* [RECORDS PROVIDED]:
# # # # #

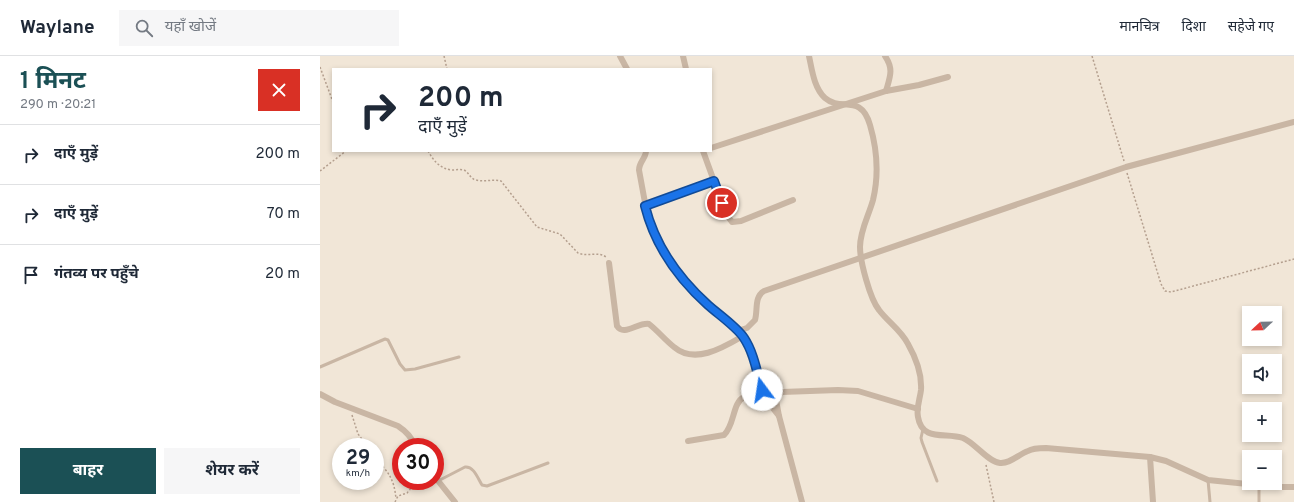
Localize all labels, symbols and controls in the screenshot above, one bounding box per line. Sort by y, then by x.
search box [119,10,399,46]
text: Waylane [20,16,95,40]
icon: search [133,17,155,39]
text: यहाँ खोजें [165,18,216,37]
text: मानचित्र [1120,19,1160,36]
text: दिशा [1182,19,1206,36]
text: सहेजे गए [1228,19,1274,36]
text: 1 मिनट [20,67,86,97]
button: close [258,69,300,111]
text: 200 m [418,81,504,117]
icon: right [352,84,404,136]
text: 290 m · 20:21 [20,97,96,113]
text: दाएँ मुड़ें [418,116,467,139]
icon: right [20,144,42,166]
text: दाएँ मुड़ें [54,145,98,164]
text: 200 m [255,145,300,164]
pin [705,186,739,220]
icon: arrive [711,192,733,214]
icon: right [20,204,42,226]
text: दाएँ मुड़ें [54,205,98,224]
text: 70 m [267,205,300,224]
icon: arrive [20,264,42,286]
text: गंतव्य पर पहुँचे [54,265,139,284]
text: 20 m [265,265,300,284]
north arrow [1242,306,1282,346]
map controls [1242,306,1282,490]
button: sound [1242,354,1282,394]
position arrow [741,369,783,411]
button: + [1242,402,1282,442]
speed limit sign: 30 [392,438,444,490]
text: 29 [346,446,370,472]
button: बाहर [20,448,156,494]
button: शेयर करें [164,448,300,494]
button: − [1242,450,1282,490]
text: km/h [346,467,370,480]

# # # # #

* [WORK ITEM]: Please report every line among the entries that includes "search".

* [ANSWER SECTION]:
search box [119,10,399,46]
icon: search [133,17,155,39]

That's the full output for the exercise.